A map of one perspective is generally considered partial and incomplete. However, most of the maps in history were universal due to the limitation of their media and the remarkable amount of efforts needed to produce them. On internet-powered digital medium such as PC and cellphone, maps can now respond to user interaction, keep its content up to date and generate new looks on the fly. Empowered by such technologies, subjective maps become dynamic, hence are able to compete with traditional maps on completeness and usefulness.

The Politics of Subjective Mapmaking

Maps are no doubt powerful in shaping public opinions, therefore have become rhetorical devices and instruments of persuasion. It is a justifiable fear for subjective mapmaking in general: a fear for being manipulated and controlled.

It has been commonly warned that map can be used for empowerment and control. Tyner (1974) defined “persuasive cartography” with three types of maps: maps for political propaganda, journalism and advertisement. During WWII and the Cold War, maps with exaggerated design and fraudulent selection of information were used heavily to sell ideology to the public (Monmonier, 1996: 94). In 2009, Verizon released an ad campaign against AT&T’s 3G coverage, which dramatically contradicts AT&T’s own map (Fig 1.8). The two maps were based on the same data but using different data generalization methods . Many subjective choices in mapmaking were deliberately hidden behind the veil, taking advantage of the fact that the public rarely question maps of their authorities.

Figure 1.8 Figure 1.8 AT&T 3G coverage maps in Verizon’s advertisement and their own

Another concern lies in the unavoidable subjective interpretations of “one standard map”. As maps are intensively used for decision-making, politicians, designers and the general public tend to pay more attention to the areas with greater visual impact. Regions with measurement of absent or smaller value are marked with less significant colors and symbols and even left blank. Warren (2010: 23) questioned whether “mapmaking is a kind of cartographic harvesting of the most vulnerable places and people on the planet. ”

One approach to fight this cartography monopoly is promoting community participation. Mapmaking is no longer exclusive to the elites. With emerging tools and data resources such as OpenStreetMap and Google Maps Application Programmer’s Interface (API), anyone with a home computer can make a map. Meanwhile, critics worry that “cartography is being undisciplined” to the unlicensed population (Crampton and Krygier, 2006). Grassroot mapmakers produce maps that look “good” or “right”, unaware of bringing their unconscious prejudice into the maps. The maps coming from bottom-up with a voice may not be expected any more neutral than the ones for top-down.

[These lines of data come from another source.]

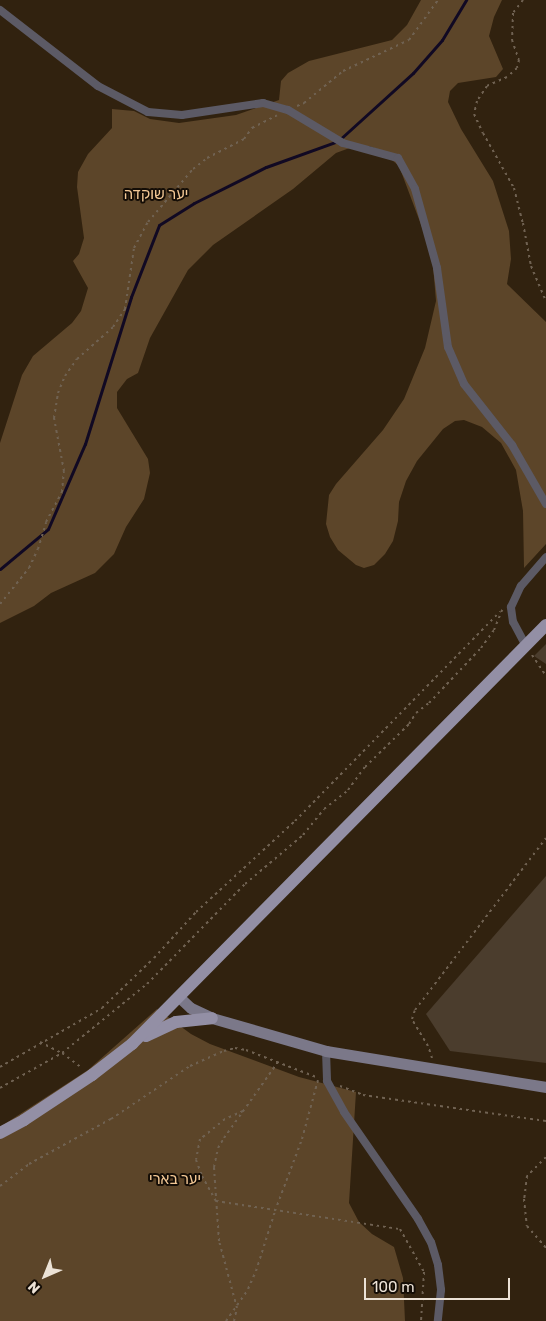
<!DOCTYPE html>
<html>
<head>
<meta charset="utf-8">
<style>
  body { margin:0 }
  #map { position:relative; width:546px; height:1321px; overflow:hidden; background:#31220f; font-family:Rubik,"Noto Sans Hebrew",sans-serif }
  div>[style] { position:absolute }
  .green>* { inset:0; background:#4b3d2d }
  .forest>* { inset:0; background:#5c4529 }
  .stream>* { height:3px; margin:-1.5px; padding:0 1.5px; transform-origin:1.5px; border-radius:1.5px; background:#110923 }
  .path>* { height:2px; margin-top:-1px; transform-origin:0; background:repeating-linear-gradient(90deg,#706252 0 2.5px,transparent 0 6.5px) }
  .street>* { height:8px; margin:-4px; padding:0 4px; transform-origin:4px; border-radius:4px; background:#5c5a65 }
  .secondary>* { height:11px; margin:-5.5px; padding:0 5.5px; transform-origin:5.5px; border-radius:5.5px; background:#7b7889 }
  .primary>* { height:12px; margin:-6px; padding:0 6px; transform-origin:6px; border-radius:6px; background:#938fa5 }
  span { translate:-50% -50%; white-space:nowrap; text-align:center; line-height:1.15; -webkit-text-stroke:4px #140d06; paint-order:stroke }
  .park-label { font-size:15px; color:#f3c895 }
  .north { position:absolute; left:20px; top:1251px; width:50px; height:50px; -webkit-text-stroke:4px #140d06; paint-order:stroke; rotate:224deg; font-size:14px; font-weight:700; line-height:20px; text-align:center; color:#ece2d6 }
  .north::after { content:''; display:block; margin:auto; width:18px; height:22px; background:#ece2d6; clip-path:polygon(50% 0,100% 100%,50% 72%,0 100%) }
  .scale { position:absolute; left:364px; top:1278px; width:146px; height:22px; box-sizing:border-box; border:2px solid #ece2d6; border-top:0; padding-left:6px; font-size:15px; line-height:18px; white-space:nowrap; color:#ece2d6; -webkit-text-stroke:4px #140d06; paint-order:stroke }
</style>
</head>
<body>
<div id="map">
  <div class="green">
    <div style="clip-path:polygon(546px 644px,546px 664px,534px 656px)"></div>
    <div style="clip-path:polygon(546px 876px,546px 1063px,450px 1051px,426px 1014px)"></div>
  </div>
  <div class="forest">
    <div style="clip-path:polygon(421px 0,502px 0,494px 17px,489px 36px,503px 69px,496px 77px,458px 83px,450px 91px,448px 102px,461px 129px,493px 181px,509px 231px,511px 259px,507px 284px,546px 322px,546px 544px,524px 568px,523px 511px,516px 470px,501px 443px,482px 427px,464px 420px,455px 421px,443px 429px,417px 461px,406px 481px,399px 502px,398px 521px,393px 541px,385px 554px,374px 565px,364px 568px,356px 565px,338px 550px,330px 537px,326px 524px,329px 495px,336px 484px,383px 430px,404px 399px,425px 348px,436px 301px,432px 254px,399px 166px,380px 150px,369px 146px,355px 146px,336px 153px,293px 189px,213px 245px,188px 270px,150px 338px,138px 373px,127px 379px,117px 392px,117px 408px,148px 459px,150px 473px,144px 499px,126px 527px,114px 554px,95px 573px,51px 593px,34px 606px,0 623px,0 443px,22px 375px,33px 356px,72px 323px,81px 311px,88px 288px,73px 261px,79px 254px,84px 238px,77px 187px,78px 172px,88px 154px,112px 128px,112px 109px,134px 111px,150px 119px,179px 123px,236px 115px,279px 100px,281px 81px,288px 73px,309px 61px,392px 40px,407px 25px)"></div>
    <div style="clip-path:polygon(157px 1009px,191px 1034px,210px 1044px,299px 1077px,356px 1092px,349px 1203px,359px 1222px,372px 1234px,394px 1247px,403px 1278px,405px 1321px,0 1321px,0 1127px,88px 1070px)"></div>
  </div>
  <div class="stream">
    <div style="left:0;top:569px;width:62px;rotate:-39.8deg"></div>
    <div style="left:48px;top:529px;width:93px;rotate:-66.5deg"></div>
    <div style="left:85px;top:444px;width:154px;rotate:-72.6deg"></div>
    <div style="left:131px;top:297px;width:77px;rotate:-68.7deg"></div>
    <div style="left:159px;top:225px;width:41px;rotate:-32.2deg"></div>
    <div style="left:194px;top:203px;width:80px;rotate:-26.6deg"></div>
    <div style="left:266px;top:167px;width:77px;rotate:-19.9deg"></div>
    <div style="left:338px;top:141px;width:101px;rotate:-42.2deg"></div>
    <div style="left:413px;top:73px;width:44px;rotate:-48.7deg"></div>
    <div style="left:442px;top:40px;width:47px;rotate:-59deg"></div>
  </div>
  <div class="path">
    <div style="left:523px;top:0;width:16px;rotate:128deg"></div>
    <div style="left:513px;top:13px;width:27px;rotate:92deg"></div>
    <div style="left:512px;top:40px;width:21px;rotate:71deg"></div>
    <div style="left:519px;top:60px;width:8px;rotate:104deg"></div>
    <div style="left:517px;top:68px;width:13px;rotate:138deg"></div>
    <div style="left:507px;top:77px;width:22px;rotate:156deg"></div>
    <div style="left:487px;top:86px;width:18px;rotate:124deg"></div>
    <div style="left:477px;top:101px;width:13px;rotate:103deg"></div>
    <div style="left:474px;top:114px;width:21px;rotate:65deg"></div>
    <div style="left:483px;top:133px;width:63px;rotate:60.6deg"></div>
    <div style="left:514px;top:188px;width:36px;rotate:76deg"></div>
    <div style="left:523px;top:223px;width:44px;rotate:79.5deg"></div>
    <div style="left:531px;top:266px;width:38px;rotate:67deg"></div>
    <div style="left:297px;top:106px;width:8px;rotate:-23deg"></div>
    <div style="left:304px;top:103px;width:50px;rotate:-39.4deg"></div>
    <div style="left:343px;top:71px;width:73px;rotate:-25.2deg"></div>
    <div style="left:409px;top:40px;width:49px;rotate:-54.1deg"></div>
    <div style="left:0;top:604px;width:46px;rotate:-51.1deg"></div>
    <div style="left:29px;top:568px;width:21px;rotate:-65deg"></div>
    <div style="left:38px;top:549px;width:28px;rotate:-73deg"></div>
    <div style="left:46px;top:522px;width:34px;rotate:-62deg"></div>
    <div style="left:62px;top:492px;width:21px;rotate:-85deg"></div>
    <div style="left:64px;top:471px;width:54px;rotate:-100.7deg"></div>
    <div style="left:54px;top:418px;width:25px;rotate:-81deg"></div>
    <div style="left:58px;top:393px;width:18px;rotate:-68deg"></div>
    <div style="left:65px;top:376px;width:21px;rotate:-55deg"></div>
    <div style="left:77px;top:359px;width:48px;rotate:-41.6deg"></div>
    <div style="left:113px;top:327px;width:22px;rotate:-56deg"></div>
    <div style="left:125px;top:309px;width:62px;rotate:-81.6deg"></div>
    <div style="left:134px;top:248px;width:30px;rotate:-62deg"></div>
    <div style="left:148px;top:222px;width:70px;rotate:-49.7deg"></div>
    <div style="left:193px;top:169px;width:18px;rotate:-38deg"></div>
    <div style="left:207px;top:158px;width:42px;rotate:-27.2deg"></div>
    <div style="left:244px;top:139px;width:14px;rotate:-54deg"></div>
    <div style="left:252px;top:128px;width:28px;rotate:-27deg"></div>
    <div style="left:532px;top:655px;width:25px;rotate:56deg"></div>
    <div style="left:40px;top:1042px;width:25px;rotate:27deg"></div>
    <div style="left:62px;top:1053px;width:25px;rotate:37deg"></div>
    <div style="left:432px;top:1058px;width:13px;rotate:-108deg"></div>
    <div style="left:428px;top:1046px;width:31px;rotate:-121deg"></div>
    <div style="left:412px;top:1019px;width:9px;rotate:-72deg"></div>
    <div style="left:415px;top:1010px;width:216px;rotate:-52.7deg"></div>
    <div style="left:0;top:1067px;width:118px;rotate:-30deg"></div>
    <div style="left:102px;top:1008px;width:72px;rotate:-43.9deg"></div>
    <div style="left:154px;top:958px;width:62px;rotate:-47.6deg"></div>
    <div style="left:196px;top:912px;width:134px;rotate:-42.6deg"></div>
    <div style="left:295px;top:821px;width:293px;rotate:-45.6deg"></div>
    <div style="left:340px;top:1086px;width:25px;rotate:21deg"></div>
    <div style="left:363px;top:1095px;width:185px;rotate:8.1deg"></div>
    <div style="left:0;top:1088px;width:71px;rotate:-29.4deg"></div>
    <div style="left:62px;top:1053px;width:109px;rotate:-39.1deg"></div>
    <div style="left:147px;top:984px;width:140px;rotate:-45.6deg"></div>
    <div style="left:245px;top:884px;width:76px;rotate:-40.2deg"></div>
    <div style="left:303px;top:835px;width:33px;rotate:-51deg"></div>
    <div style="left:324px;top:809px;width:31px;rotate:-38deg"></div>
    <div style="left:348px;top:790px;width:29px;rotate:-54deg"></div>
    <div style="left:365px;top:767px;width:62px;rotate:-44.3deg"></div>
    <div style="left:409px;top:724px;width:13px;rotate:-58deg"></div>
    <div style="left:416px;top:713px;width:16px;rotate:-38deg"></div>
    <div style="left:429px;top:703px;width:76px;rotate:-46.6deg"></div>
    <div style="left:481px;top:648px;width:22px;rotate:-54deg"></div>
    <div style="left:494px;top:630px;width:22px;rotate:-68deg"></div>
    <div style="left:243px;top:1111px;width:20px;rotate:156deg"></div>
    <div style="left:225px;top:1119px;width:32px;rotate:141deg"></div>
    <div style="left:200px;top:1139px;width:21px;rotate:101deg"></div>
    <div style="left:196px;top:1160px;width:17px;rotate:69deg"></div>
    <div style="left:202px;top:1176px;width:29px;rotate:61deg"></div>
    <div style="left:216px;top:1201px;width:186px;rotate:8.7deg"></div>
    <div style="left:400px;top:1229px;width:49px;rotate:60.8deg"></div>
    <div style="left:424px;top:1272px;width:49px;rotate:93.5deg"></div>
    <div style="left:546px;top:1157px;width:27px;rotate:135deg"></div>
    <div style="left:527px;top:1176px;width:23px;rotate:97deg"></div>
    <div style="left:524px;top:1199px;width:27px;rotate:84deg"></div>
    <div style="left:527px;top:1226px;width:29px;rotate:49deg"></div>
    <div style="left:0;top:1186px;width:36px;rotate:-37deg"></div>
    <div style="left:29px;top:1164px;width:94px;rotate:-28.8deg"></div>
    <div style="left:111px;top:1119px;width:95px;rotate:-33.9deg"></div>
    <div style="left:190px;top:1066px;width:37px;rotate:-24deg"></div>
    <div style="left:224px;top:1051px;width:11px;rotate:-15deg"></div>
    <div style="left:235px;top:1048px;width:11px;rotate:10deg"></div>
    <div style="left:246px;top:1050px;width:78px;rotate:21deg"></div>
    <div style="left:226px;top:1321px;width:39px;rotate:-55deg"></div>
    <div style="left:248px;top:1289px;width:20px;rotate:-66deg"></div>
    <div style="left:256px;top:1271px;width:63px;rotate:-72.4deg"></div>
    <div style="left:275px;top:1211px;width:77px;rotate:-69.4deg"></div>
    <div style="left:302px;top:1139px;width:61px;rotate:-74.8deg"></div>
    <div style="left:234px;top:1321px;width:13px;rotate:-77deg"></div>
    <div style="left:237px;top:1308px;width:69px;rotate:-105deg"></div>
    <div style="left:219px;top:1241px;width:74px;rotate:-93.9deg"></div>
    <div style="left:214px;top:1167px;width:19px;rotate:-78deg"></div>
    <div style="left:218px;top:1148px;width:12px;rotate:-59deg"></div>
    <div style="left:224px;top:1138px;width:93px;rotate:-54.6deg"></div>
  </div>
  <div class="street">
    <div style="left:0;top:10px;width:124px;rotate:37.8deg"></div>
    <div style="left:98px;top:86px;width:56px;rotate:27.5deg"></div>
    <div style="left:148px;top:112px;width:34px;rotate:5deg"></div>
    <div style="left:182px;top:115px;width:82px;rotate:-8.4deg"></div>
    <div style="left:263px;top:103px;width:26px;rotate:16deg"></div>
    <div style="left:288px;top:110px;width:64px;rotate:31deg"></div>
    <div style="left:343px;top:143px;width:57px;rotate:15.3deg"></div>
    <div style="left:398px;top:158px;width:35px;rotate:61deg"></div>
    <div style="left:415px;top:189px;width:82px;rotate:74.4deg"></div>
    <div style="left:437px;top:268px;width:80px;rotate:82.1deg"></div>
    <div style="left:448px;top:347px;width:40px;rotate:66.6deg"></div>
    <div style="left:464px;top:384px;width:78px;rotate:51.8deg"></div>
    <div style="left:512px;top:445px;width:68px;rotate:60deg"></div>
    <div style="left:526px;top:646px;width:27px;rotate:-118deg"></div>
    <div style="left:513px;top:622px;width:15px;rotate:-98deg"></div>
    <div style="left:511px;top:607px;width:23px;rotate:-65deg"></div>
    <div style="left:521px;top:586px;width:38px;rotate:-49deg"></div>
    <div style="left:326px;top:1051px;width:30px;rotate:88deg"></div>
    <div style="left:327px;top:1081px;width:35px;rotate:61deg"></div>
    <div style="left:344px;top:1112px;width:130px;rotate:55.3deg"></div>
    <div style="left:418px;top:1219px;width:26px;rotate:61deg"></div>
    <div style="left:431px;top:1242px;width:24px;rotate:73deg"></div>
    <div style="left:438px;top:1265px;width:25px;rotate:83deg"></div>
    <div style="left:441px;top:1290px;width:31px;rotate:96deg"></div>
  </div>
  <div class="secondary">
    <div style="left:179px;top:997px;width:16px;rotate:43deg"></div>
    <div style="left:191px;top:1008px;width:23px;rotate:25deg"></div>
    <div style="left:212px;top:1018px;width:119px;rotate:16.1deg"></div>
    <div style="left:326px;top:1051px;width:223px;rotate:9.3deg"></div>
  </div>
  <div class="primary">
    <div style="left:146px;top:1036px;width:33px;rotate:-25deg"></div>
    <div style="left:176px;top:1022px;width:36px;rotate:-6deg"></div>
    <div style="left:0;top:1133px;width:27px;rotate:-28deg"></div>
    <div style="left:24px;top:1120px;width:82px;rotate:-33.5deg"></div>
    <div style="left:92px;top:1075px;width:51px;rotate:-37.8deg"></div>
    <div style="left:132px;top:1044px;width:589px;rotate:-45.34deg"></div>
  </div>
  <div class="park-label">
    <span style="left:156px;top:195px">יער שוקדה</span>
    <span style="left:175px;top:1180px">יער בארי</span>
  </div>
  <div class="north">N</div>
  <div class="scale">100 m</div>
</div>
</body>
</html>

Dynamic subjective maps in this thesis could bring a fresh view to tackle the problem. On one hand, subjective maps stand against the single-pole view of the world. There is no standard perspective in such maps, so every observer can have his own map. By adapting the map to the context of the user, information important for decision-making is emphasized instead of hidden by features that are irrelevant but dominating in volume. On the other hand, interpretation of subjective maps does not easily fall into stereotypes because of their unique spatial arrangement. They stimulate the users to question the logic of distortion, the quality of thematic overlays and the meaning of symbols.

It is true that maps with more subjectivity leads to misinterpretation more easily. That is why, it is especially important for designers of subjective maps to work in line with cartography ethics, including the careful selection of data, the neutral design of representations and the openness about the process. This will be further discussed in the following chapters.